La tutela fue presentada por Ower Jimmy Borda Parra, quien actuó como agente oficioso en favor de niños, niñas y adolescentes que habrían sido reclutados o utilizados por grupos armados y que podrían encontrarse en lugares objeto de operaciones aéreas.
La orden judicial establece que, antes de ejecutar una acción ofensiva, las autoridades deberán adoptar y verificar las medidas de precaución y protección necesarias. Además, deberán establecer, con base en la información disponible y los protocolos operacionales, que no existe una alternativa menos lesiva para alcanzar el objetivo militar legítimo.
La decisión no significa que el Gobierno tenga prohibido realizar operaciones militares ni que todos los bombardeos hayan quedado suspendidos. La restricción está dirigida específicamente a aquellos objetivos respecto de los cuales exista información verificable sobre la presencia de menores reclutados o utilizados por grupos armados.

El juzgado fundamentó su decisión en la obligación constitucional de otorgar una protección reforzada a los menores y en la prevalencia de sus derechos, especialmente en escenarios relacionados con el conflicto armado.
La medida llega en medio de la controversia generada por las recientes operaciones aéreas ordenadas por el Gobierno de Abelardo De La Espriella.

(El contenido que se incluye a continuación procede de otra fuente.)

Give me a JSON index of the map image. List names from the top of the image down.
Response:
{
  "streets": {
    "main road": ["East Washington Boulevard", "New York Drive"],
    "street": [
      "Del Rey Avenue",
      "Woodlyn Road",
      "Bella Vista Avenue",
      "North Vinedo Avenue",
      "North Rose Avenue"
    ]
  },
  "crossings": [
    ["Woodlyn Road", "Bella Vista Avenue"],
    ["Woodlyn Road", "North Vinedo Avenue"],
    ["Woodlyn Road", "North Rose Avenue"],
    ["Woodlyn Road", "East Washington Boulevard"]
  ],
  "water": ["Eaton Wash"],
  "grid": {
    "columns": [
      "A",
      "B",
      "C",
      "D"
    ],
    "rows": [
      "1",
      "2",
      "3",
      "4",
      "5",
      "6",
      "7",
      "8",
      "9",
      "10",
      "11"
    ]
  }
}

Uno de los principales antecedentes es el bombardeo ejecutado el pasado 27 de agosto en zona rural de El Retorno, Guaviare, contra una estructura de las disidencias de las Farc. Tras la operación, Medicina Legal confirmó que tres de los diez cuerpos recuperados correspondían a menores de edad: dos tenían 15 años y otro 16.

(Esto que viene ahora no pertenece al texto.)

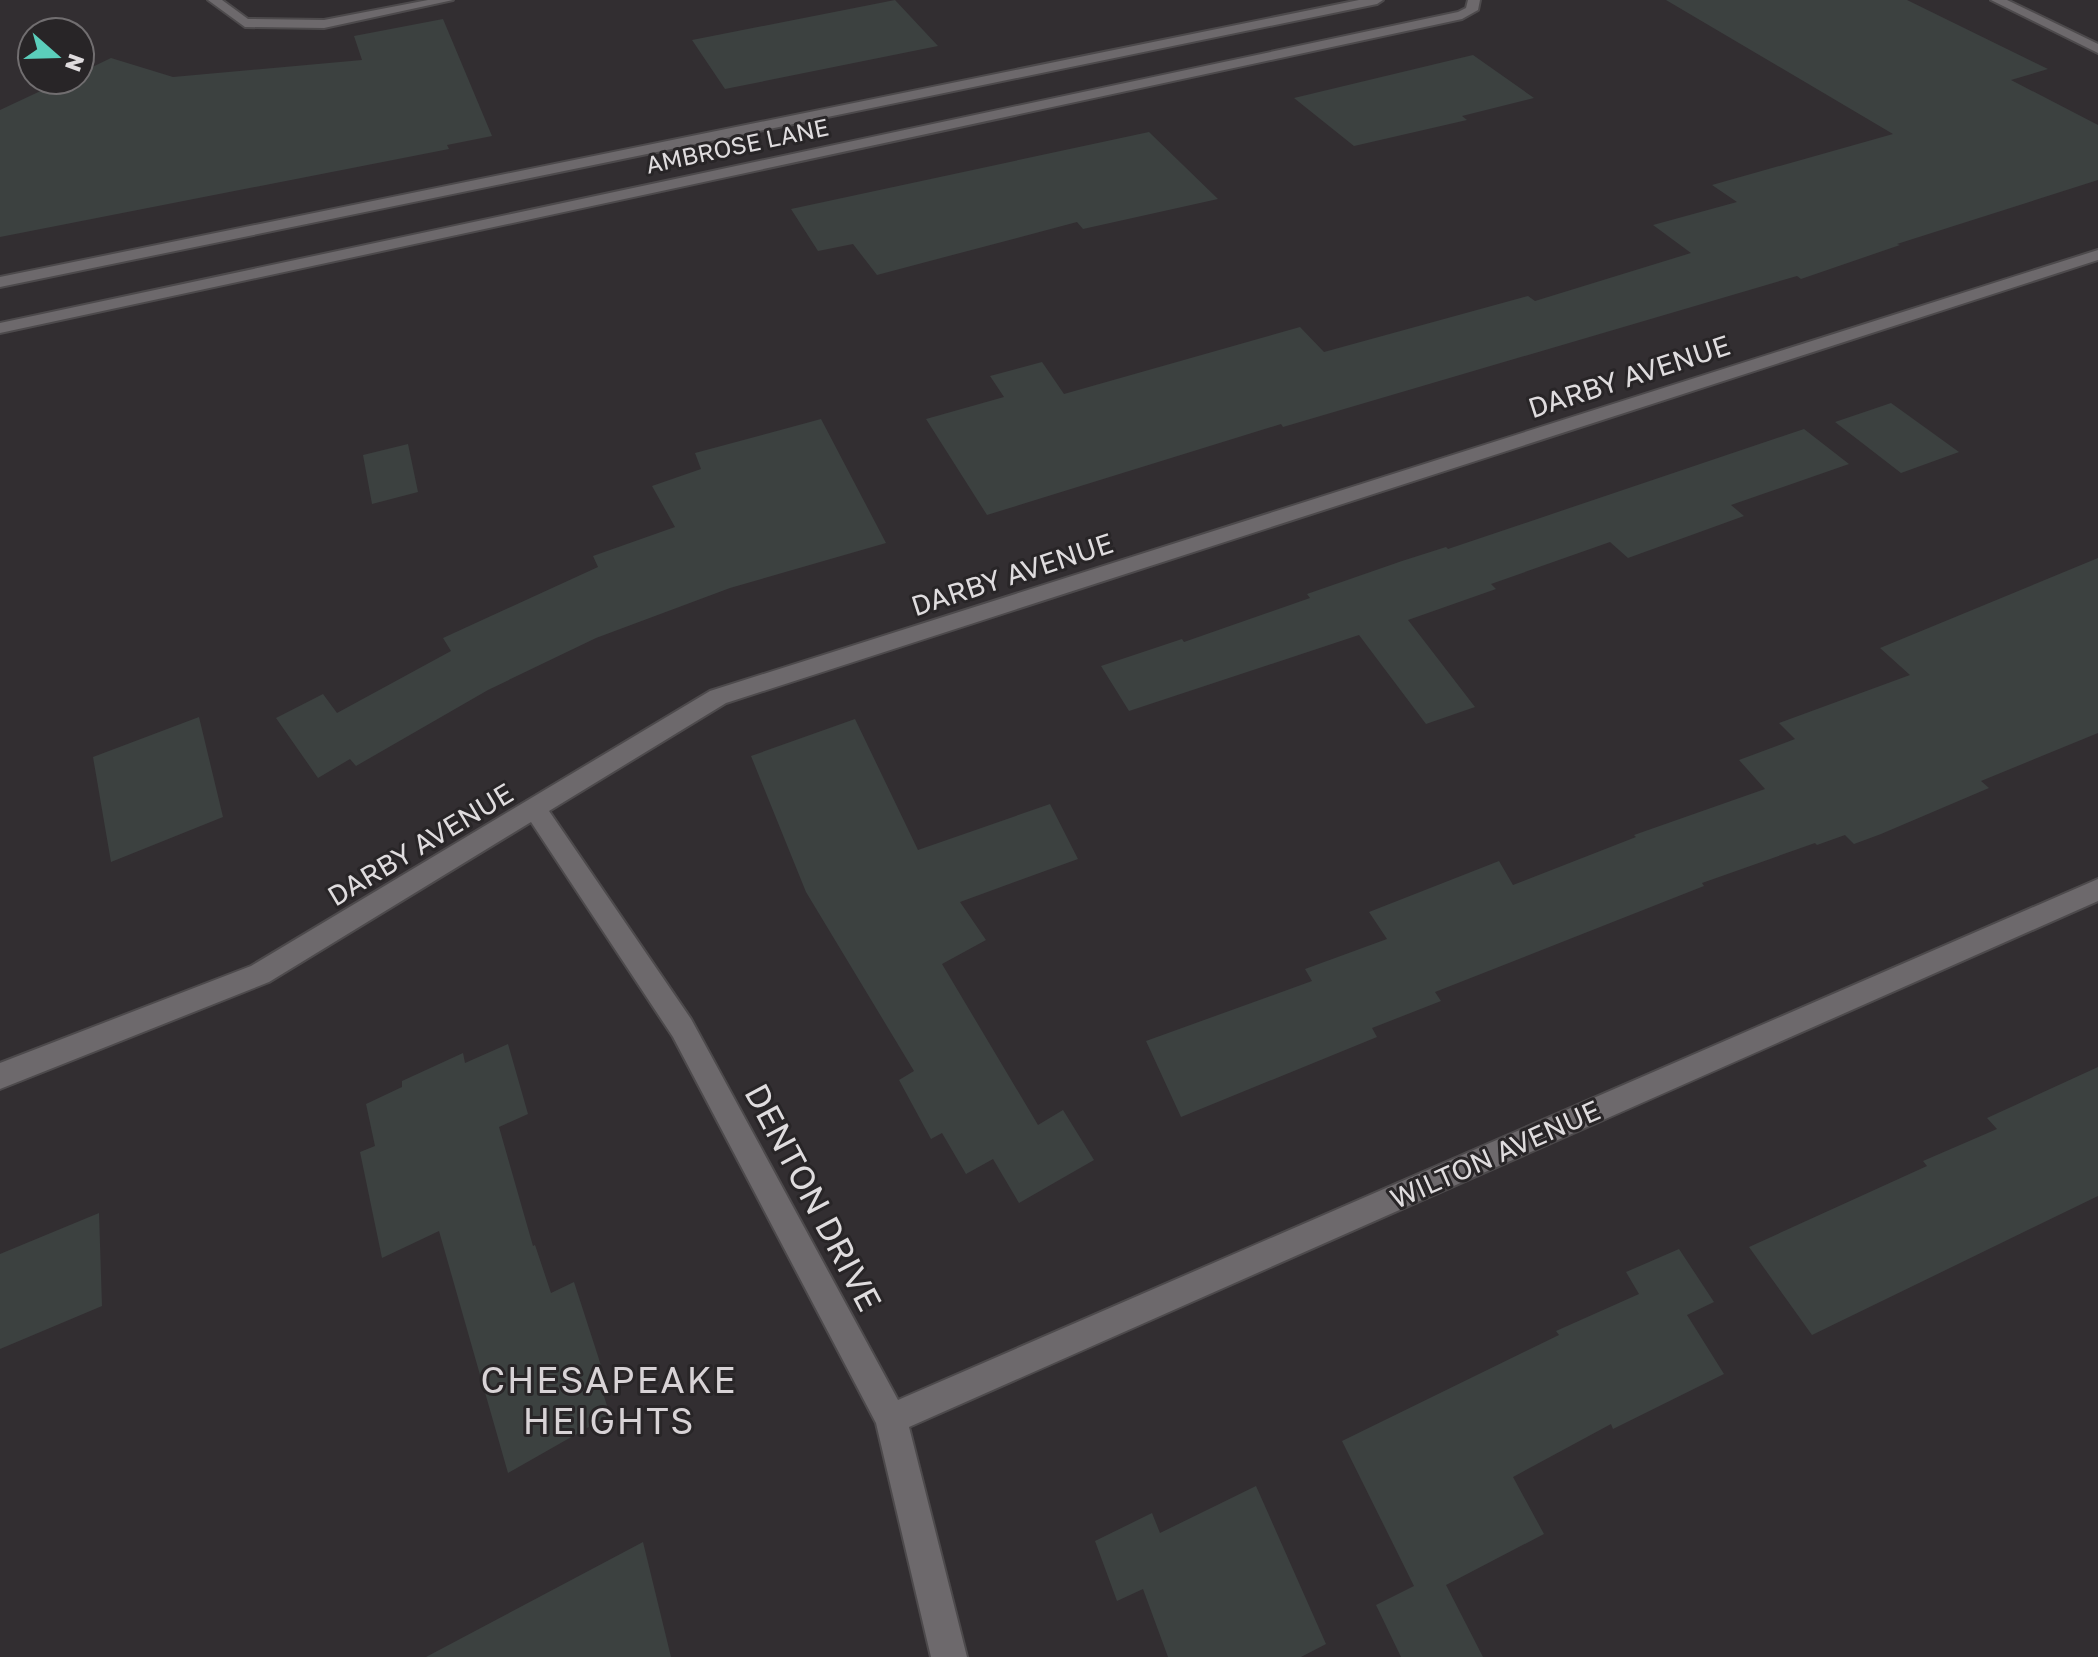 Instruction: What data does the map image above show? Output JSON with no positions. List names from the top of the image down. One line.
{"streets":{"street":["AMBROSE LANE","DARBY AVENUE","WILTON AVENUE","DENTON DRIVE"]},"crossings":[["DARBY AVENUE","DENTON DRIVE"],["WILTON AVENUE","DENTON DRIVE"]],"districts":["CHESAPEAKE HEIGHTS"],"north":"right"}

El episodio generó una fuerte discusión nacional sobre los límites de las operaciones militares cuando en los campamentos de los grupos armados hay menores reclutados.
El Gobierno, por su parte, ha defendido la actuación de la Fuerza Pública y ha responsabilizado a las organizaciones ilegales por el reclutamiento de menores. El Ministerio de Defensa sostuvo que la operación cumplió los estándares legales aplicables.
La jueza también advirtió a las autoridades que deberán garantizar el cumplimiento inmediato de la medida, teniendo en cuenta el interés superior de los niños, niñas y adolescentes y los principios de distinción, precaución y proporcionalidad aplicables al desarrollo de operaciones militares.
La providencia también involucra, dentro del trámite de la tutela, a entidades como la Defensoría del Pueblo, la Procuraduría General, el Instituto Colombiano de Bienestar Familiar, la Fiscalía, la Unidad para las Víctimas, Medicina Legal y la Justicia Penal Militar y Policial.
Por ahora, la orden tiene carácter provisional. El juzgado deberá estudiar de fondo la tutela y determinar si las medidas de protección solicitadas deben mantenerse, modificarse o levantarse.
La decisión judicial abre así un nuevo capítulo en la discusión sobre la ofensiva militar del Gobierno De La Espriella: mientras el Ejecutivo sostiene que la Fuerza Pública debe actuar contra las estructuras armadas que utilizan menores en el conflicto, la justicia exige extremar las precauciones cuando exista información que permita advertir que niños, niñas o adolescentes pueden encontrarse en el objetivo de una operación aérea.